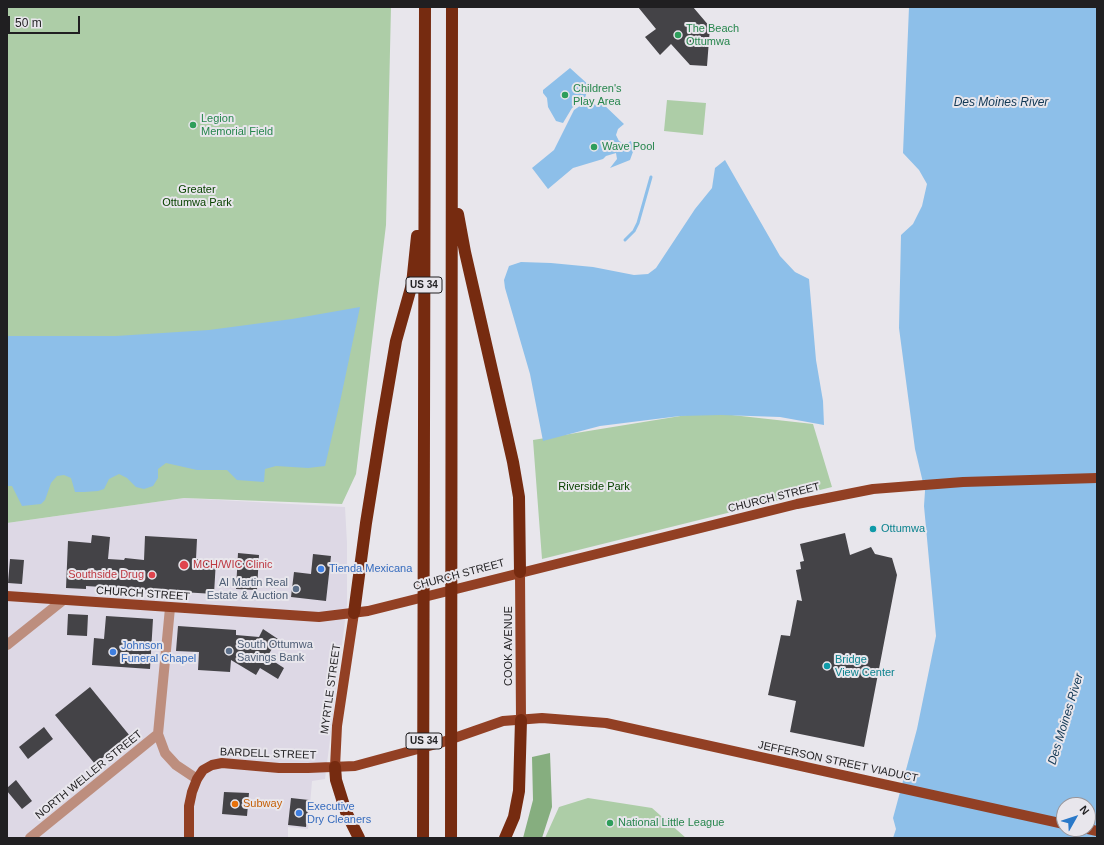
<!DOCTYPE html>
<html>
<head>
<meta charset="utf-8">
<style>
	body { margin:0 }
	#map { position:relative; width:1104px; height:845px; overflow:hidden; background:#e8e6ec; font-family:Helvetica,sans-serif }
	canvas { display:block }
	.frame { position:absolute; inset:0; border:8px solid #201f21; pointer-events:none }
	.north { position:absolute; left:1056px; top:797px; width:40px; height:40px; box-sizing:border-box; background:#e8e6ec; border:1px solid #98969b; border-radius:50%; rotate:51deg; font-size:11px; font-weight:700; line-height:16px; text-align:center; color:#201f21 }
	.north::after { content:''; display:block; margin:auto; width:14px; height:18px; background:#2a79c9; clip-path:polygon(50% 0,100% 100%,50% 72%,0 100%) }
	.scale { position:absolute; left:8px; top:16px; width:72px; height:18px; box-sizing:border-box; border:2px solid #201f21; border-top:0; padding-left:5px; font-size:12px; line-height:14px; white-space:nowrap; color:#201f21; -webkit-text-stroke:3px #e8e6ec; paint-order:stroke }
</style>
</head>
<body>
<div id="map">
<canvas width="1104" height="845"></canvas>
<div class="frame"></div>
<div class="north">N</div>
<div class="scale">50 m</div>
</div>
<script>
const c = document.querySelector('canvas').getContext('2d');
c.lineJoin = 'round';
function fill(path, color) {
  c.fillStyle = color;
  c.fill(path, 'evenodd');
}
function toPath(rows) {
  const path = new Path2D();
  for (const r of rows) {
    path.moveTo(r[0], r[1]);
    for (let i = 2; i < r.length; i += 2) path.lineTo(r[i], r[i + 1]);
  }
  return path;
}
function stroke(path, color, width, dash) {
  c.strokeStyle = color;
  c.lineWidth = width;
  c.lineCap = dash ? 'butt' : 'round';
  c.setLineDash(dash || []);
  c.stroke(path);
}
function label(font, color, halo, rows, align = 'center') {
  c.font = font + ' Helvetica,sans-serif';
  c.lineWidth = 4;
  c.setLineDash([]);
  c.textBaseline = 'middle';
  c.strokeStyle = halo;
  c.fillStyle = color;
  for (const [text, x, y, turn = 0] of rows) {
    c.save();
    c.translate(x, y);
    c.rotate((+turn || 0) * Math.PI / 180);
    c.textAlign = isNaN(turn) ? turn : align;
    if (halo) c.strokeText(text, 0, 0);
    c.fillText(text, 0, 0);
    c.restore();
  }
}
fill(toPath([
	[184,498,345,507,347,543,347,605,325,779,312,781,308,829,288,827,288,838,7,838,7,523]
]), '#ddd8e5');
fill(toPath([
	[7,7,391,7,386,225,356,474,342,504,184,498,7,523],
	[667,100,706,103,703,135,664,131],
	[705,412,813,424,832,487,542,559,533,440],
	[588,798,652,808,686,838,545,838,559,807]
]), '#adcda7');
fill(toPath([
	[550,753,552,807,542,838,523,838,533,800,532,757]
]), '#86ae7f');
fill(toPath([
	[909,7,1097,7,1097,838,893,838,896,829,893,818,917,729,936,636,924,506,925,491,915,449,899,328,901,235,913,224,922,206,927,184,919,170,903,153],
	[1064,805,1088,805,1088,829,1064,829],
	[570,68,591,87,587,91,585,98,572,108,563,123,556,121,548,107,547,98,543,93,543,90],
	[587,101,596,105,602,103,624,124,618,129,616,135,619,141,625,144,631,141,634,149,630,160,610,168,617,159,616,153,606,156,603,159,573,168,548,189,532,168,554,150,574,110],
	[725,160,780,256,795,272,809,279,816,360,823,401,824,425,780,417,721,415,680,416,600,426,543,441,530,374,505,288,504,280,509,266,521,262,551,263,593,267,634,275,648,274,656,268,695,209,712,188,715,168],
	[360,307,340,402,325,466,308,468,276,466,265,469,264,482,237,480,227,470,197,470,166,463,158,469,158,478,153,486,144,489,136,487,127,478,119,474,109,479,104,489,98,491,84,492,75,492,71,478,64,475,57,476,51,483,45,500,41,504,22,506,12,486,7,486,7,336,116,336,209,330,292,319]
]), '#8dbfe9');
stroke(toPath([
	[625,240,634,231,638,223,651,177]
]), '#8dbfe9', 3);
fill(toPath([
	[638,7,693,7,710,27,707,66,690,65,671,44,660,55,645,37,656,29],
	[845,533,850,555,871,547,875,554,892,558,897,575,864,747,790,732,796,701,768,695,781,635,790,636,797,600,802,601,796,570,801,569,800,562,804,561,800,544],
	[92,535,110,537,108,559,124,560,125,558,144,560,145,536,197,539,196,559,216,560,214,594,86,586,86,589,66,588,68,541,91,543],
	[238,553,259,555,257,590,236,589],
	[313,554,331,556,326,601,291,597,294,572,311,574],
	[10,559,24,560,22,584,8,583],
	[68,614,88,615,87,636,67,635],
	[106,616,153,619,150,669,92,665,94,638,104,639],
	[178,626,236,630,236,635,259,637,263,629,278,639,267,657,284,668,278,679,260,668,256,675,231,660,230,672,198,670,199,652,176,651],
	[90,687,130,736,95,764,55,715],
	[44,727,53,739,28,759,19,747],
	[16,780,32,801,22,809,7,791,7,788],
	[224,792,249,793,247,816,222,814],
	[291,798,309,800,306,827,288,825]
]), '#444347');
stroke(toPath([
	[170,608,158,734,165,753,176,765,197,779],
	[7,645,62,601],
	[30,838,158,734]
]), '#bd8e7e', 10);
stroke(toPath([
	[520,572,521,720],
	[7,596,319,617,368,611,797,504,873,489,963,482,1097,478],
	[335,767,337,726,354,613],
	[1088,829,1097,831],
	[189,838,189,806,192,792,197,779,203,770,212,765,222,763,279,768,308,768,355,766,440,743,503,721,542,718,606,723,1064,824]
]), '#924024', 10);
stroke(toPath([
	[458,214,465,252,513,462,519,497,520,572],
	[354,613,366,523,382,423,396,341,412,284,417,236],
	[335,767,336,780,346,812,359,838],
	[423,838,425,7],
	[451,838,452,7],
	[505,838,514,817,519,791,521,720]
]), '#762b10', 12);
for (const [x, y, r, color] of [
	[678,35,4,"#2e9e5b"],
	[565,95,4,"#2e9e5b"],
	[193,125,4,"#2e9e5b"],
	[594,147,4,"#2e9e5b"],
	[873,529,4,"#0f9aa8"],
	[184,565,5,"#e0444e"],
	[321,569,4,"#3f7fe0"],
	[152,575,4,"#e0444e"],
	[296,589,4,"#5c6f8a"],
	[229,651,4,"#5c6f8a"],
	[113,652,4,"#3f7fe0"],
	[827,666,4,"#0f9aa8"],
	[235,804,4,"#e8710a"],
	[299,813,4,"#3f7fe0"],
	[610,823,4,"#2e9e5b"]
]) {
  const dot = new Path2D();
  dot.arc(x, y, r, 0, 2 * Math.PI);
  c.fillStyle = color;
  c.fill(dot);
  stroke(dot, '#e8e6ec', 1.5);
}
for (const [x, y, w] of [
	[424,285,36],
	[424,741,36]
]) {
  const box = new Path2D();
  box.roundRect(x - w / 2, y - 8, w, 16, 3);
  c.fillStyle = '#e8e6ec';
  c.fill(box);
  stroke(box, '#201f21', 1);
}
label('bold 10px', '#201f21', null, [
	["US 34",424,285],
	["US 34",424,741]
]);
label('11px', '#27864d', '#e8e6ec', [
	["The Beach",686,29],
	["Ottumwa",686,42],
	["Children's",573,89],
	["Play Area",573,102],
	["Legion",201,119],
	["Memorial Field",201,132],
	["Wave Pool",602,147],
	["National Little League",618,823]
], 'left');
label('11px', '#094300', '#e8e6ec', [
	["Greater",197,190],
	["Ottumwa Park",197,203],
	["Riverside Park",594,487]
]);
label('11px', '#201f21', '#e8e6ec', [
	["CHURCH STREET",774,498,-14],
	["CHURCH STREET",459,575,-15],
	["CHURCH STREET",143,594,4],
	["COOK AVENUE",509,646,-90],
	["MYRTLE STREET",331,689,-82],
	["BARDELL STREET",268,754,2],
	["JEFFERSON STREET VIADUCT",838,762,12],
	["NORTH WELLER STREET",89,775,-39]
]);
label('11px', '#0d838f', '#e8e6ec', [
	["Ottumwa",881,529],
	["Bridge",835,660],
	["View Center",835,673]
], 'left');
label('11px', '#be3a42', '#e8e6ec', [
	["MCH/WIC Clinic",193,565],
	["Southside Drug",144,575,"right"]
], 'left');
label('11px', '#366cbe', '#e8e6ec', [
	["Tienda Mexicana",329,569],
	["Johnson",121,646],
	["Funeral Chapel",121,659],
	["Executive",307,807],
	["Dry Cleaners",307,820]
], 'left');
label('11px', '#4e5e75', '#e8e6ec', [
	["Al Martin Real",288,583],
	["Estate & Auction",288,596],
	["South Ottumwa",237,645,"left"],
	["Savings Bank",237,658,"left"]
], 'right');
label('11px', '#c56008', '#e8e6ec', [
	["Subway",243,804]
], 'left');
label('italic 12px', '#123855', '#e8e6ec', [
	["Des Moines River",1001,103],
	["Des Moines River",1066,719,-73]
]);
</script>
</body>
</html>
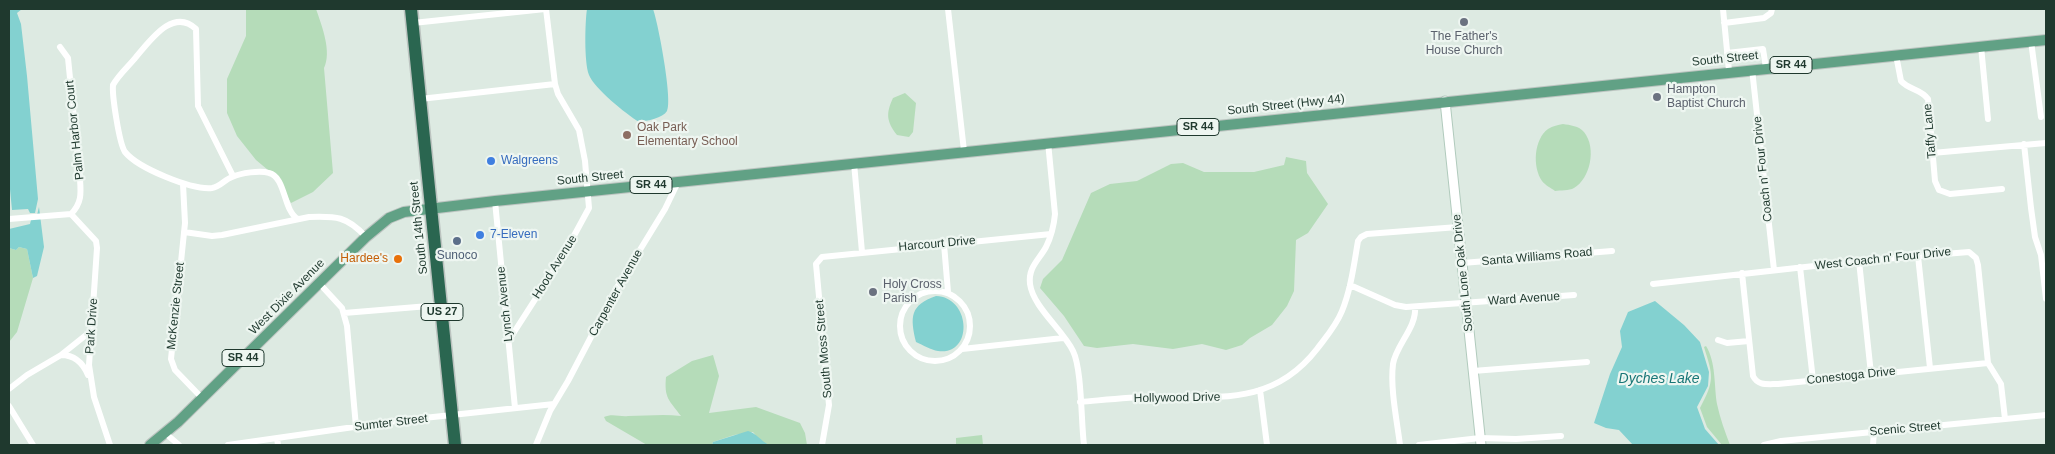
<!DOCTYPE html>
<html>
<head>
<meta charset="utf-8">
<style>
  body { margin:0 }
  #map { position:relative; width:2055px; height:454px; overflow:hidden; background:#ddeae2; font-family:Helvetica,sans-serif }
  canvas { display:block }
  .frame { position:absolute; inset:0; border:10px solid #1f392e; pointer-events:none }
</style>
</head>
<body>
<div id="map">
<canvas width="2055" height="454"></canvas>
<div class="frame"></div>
</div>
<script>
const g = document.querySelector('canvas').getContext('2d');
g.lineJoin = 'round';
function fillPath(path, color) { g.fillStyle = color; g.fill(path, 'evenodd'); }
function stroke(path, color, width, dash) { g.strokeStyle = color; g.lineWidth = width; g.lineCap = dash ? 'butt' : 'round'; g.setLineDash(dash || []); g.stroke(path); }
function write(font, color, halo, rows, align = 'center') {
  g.font = font + ' Helvetica,sans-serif'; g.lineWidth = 4.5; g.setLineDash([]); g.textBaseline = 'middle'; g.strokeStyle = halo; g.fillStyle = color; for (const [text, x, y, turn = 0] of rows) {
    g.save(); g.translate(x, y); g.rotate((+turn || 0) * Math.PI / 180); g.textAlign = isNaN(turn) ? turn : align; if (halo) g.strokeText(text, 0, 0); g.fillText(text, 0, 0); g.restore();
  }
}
fillPath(new Path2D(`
  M246,9H316C322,26 332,52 324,68L333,173L313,192L291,203L281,184L268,170L256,160L237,136L227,113V79L246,36Z
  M905,93L916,103L913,132L909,137L897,135C886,121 886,113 893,98Z
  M1563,124C1570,125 1579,126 1584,132C1597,148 1590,179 1574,188C1569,191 1560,190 1555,191C1551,188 1545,185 1542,181C1532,167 1534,139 1548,129C1553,126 1558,125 1563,124Z
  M1286,157L1306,161L1307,173L1328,204L1308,233L1296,240L1294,291L1287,306L1272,325L1250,338L1242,345L1226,350L1202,344L1173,349L1133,344L1097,348L1084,346L1064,316L1040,288L1043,279L1062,260L1091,193L1110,184L1137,181L1171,164L1183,163L1204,172H1254L1284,165Z
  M19,247L27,249L33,278L17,332L9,342V248L16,250Z
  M1706,346C1716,362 1714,385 1717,404C1720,418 1725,432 1730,445H1722L1707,427L1700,408C1715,380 1713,376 1704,347Z
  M713,355L719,376L709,413L756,407L800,423L805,433L807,445H769L761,442L753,432L734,435L713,442L712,445H647L606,421L604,417C612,413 620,417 628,416C646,416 663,414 681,416C669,400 664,398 666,377L692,361Z
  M982,435L983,445L956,444V438Z`), '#b5dcb9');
fillPath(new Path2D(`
  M9,9H22L17,13L21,24L27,76L38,199L35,213H30L28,209L12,210L9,179Z
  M587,9H653C658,22 673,101 667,111C663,118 647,121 639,122C626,114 594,88 589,75C584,62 585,22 587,9Z
  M39,207L44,247L37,276L33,278L27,249L19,247L16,250L9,248V229L30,224L32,216L37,215Z
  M936,296C971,297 974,356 938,351C931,350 923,345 916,342C910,317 910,305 936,296Z
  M1655,301L1684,325L1700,342L1709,372L1708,386L1697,407L1705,429L1719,445H1633L1619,430L1606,428L1594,423L1610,374L1622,347L1620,331L1628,312Z
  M748,431C756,433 761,441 769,445H712L713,442Z`), '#83d1d0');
const secondary = new Path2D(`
  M1445,101L1481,445`);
const primary = new Path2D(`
  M150,445L178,422L366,237L389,218L404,212L495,201L2046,40`);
const highway = new Path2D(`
  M411,9L455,445`);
stroke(secondary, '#b0cabc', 11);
stroke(primary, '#bcc4c0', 12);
stroke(highway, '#bcc4c0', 15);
stroke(new Path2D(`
  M948,9L964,151
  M1723,9L1729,71
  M413,23L545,9
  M1724,23L1764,18L1771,13L1772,9
  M2031,41L2041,117
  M1981,46L1988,119
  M60,47L68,58L80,179C81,193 82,203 71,214
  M1727,53L1763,49L1766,68
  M1896,55L1901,81C1909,90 1921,89 1928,99L1935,181L1939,190L1950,194L2002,189
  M1752,69L1774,270
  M420,99L555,84
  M1048,142L1055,214C1054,225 1051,237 1046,247C1039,260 1028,267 1030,284C1033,307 1063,330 1073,351C1082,369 1081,422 1084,445
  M2024,144L2031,208L2035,237L2041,255L2046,299
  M1932,153L2046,143
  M854,163L862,252
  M233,176L198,106L196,29C173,7 150,41 136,57C129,66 119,74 113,85C112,95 119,143 125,152C138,168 191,190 212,188C220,187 224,180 232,177C241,173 260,170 269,173C286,177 283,211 298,219
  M183,184L185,223L171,359L175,370L202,398
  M495,201L515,408
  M71,214L96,241L97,248L89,365L94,397L110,445
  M9,219L71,214
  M184,232L212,236L222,235L309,217C336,216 347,216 366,237
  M944,244L948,292
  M1918,256L1930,368
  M1859,261L1871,374
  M1462,263L1612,251
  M1800,267L1813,380
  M1742,273L1753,376C1758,386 1767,384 1778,384L1988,363
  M319,283L342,308L347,326L356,427
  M1653,284L1859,261L1969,252L1976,258L1978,265L1988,363L2001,384L2005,419
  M1350,285L1395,305L1406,307L1574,295
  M900 326a35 35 0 1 1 70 0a35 35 0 1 1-70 0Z
  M344,313L441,305
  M509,340L563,256L589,208L585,161L579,130L558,94L555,84L546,9
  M1718,340L1727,343L1749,341
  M962,349L1063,338
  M61,355L91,331
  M1473,371L1587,362
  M9,389L27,375L61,355C75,355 83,363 88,375
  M1260,390L1267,445
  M1080,402C1104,400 1128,397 1152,397C1216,396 1272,407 1317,349C1326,337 1336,326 1342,311C1351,289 1354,264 1358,241L1361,237L1367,234L1458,227
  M9,406L33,445
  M165,433L179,445
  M277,438L278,445
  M228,445L396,421L554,404
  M536,445L550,411L568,381L616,289L665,209L678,182
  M822,445L829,405L816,264L822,257L1051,234
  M1400,445C1397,421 1390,388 1393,364C1396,345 1417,327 1415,307
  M1419,445L1480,438L1516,439L1561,436
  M1764,445L1781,441L2046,415
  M1873,445L1874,431`), '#fff', 6);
stroke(secondary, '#fff', 9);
stroke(primary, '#61a185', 10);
stroke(highway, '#2a6650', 12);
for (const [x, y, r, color] of [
  [1464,22,5,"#6b7280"],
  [1657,97,5,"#6b7280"],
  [627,135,5,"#8d6e63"],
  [491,161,5,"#3f7fe0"],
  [480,235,5,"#3f7fe0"],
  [457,241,5,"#5c6f8a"],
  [398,259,5,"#e8710a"],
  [873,292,5,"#6b7280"]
]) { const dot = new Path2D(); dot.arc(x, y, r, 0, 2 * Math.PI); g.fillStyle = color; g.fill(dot); stroke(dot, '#eef6f1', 2); }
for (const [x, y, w] of [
  [1791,65,42],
  [1198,127,42],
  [651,185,42],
  [442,312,42],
  [243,358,42]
]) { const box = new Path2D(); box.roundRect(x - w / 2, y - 8.5, w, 17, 4); g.fillStyle = '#eef6f1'; g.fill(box); stroke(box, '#1f392e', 1); }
write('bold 11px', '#1f392e', null, [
  ["SR 44",1791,65],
  ["SR 44",1198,127],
  ["SR 44",651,185],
  ["US 27",442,312],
  ["SR 44",243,358]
]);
write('12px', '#5b616d', '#eef6f1', [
  ["The Father's",1464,37,"center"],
  ["House Church",1464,51,"center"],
  ["Hampton",1667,90],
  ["Baptist Church",1667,104],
  ["Holy Cross",883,285],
  ["Parish",883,299]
], 'left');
write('12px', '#1f392e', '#eef6f1', [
  ["South Street",1725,59,-6],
  ["South Street (Hwy 44)",1286,105,-6],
  ["Palm Harbor Court",75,130,-96],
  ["Taffy Lane",1930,131,-95],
  ["Coach n' Four Drive",1763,169,-96],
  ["South Street",590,178,-6],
  ["South 14th Street",419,228,-96],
  ["Harcourt Drive",937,244,-5],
  ["Santa Williams Road",1537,257,-5],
  ["West Coach n' Four Drive",1883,259,-6],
  ["Hood Avenue",555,267,-58],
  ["South Lone Oak Drive",1463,273,-96],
  ["Carpenter Avenue",616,293,-61],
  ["West Dixie Avenue",287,297,-45],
  ["Ward Avenue",1524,299,-4],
  ["Lynch Avenue",505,304,-96],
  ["McKenzie Street",176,306,-84],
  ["Park Drive",92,326,-86],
  ["South Moss Street",824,349,-95],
  ["Conestoga Drive",1851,376,-6],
  ["Hollywood Drive",1177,398,-1],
  ["Sumter Street",391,423,-7],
  ["Scenic Street",1905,429,-5]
]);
write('12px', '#785e54', '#eef6f1', [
  ["Oak Park",637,128],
  ["Elementary School",637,142]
], 'left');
write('12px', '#366cbe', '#eef6f1', [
  ["Walgreens",501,161],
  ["7-Eleven",490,235]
], 'left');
write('12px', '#4e5e75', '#eef6f1', [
  ["Sunoco",457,256]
]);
write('12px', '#c56008', '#eef6f1', [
  ["Hardee's",388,259]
], 'right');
write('italic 14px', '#187676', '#eef6f1', [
  ["Dyches Lake",1659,379]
]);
</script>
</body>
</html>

Exercise brief: Reproduce all lines from the records above that include the word "fillText".

Finished exercise:
    c.fillText(text, 0, 0);
    g.save(); g.translate(x, y); g.rotate((+turn || 0) * Math.PI / 180); g.textAlign = isNaN(turn) ? turn : align; if (halo) g.strokeText(text, 0, 0); g.fillText(text, 0, 0); g.restore();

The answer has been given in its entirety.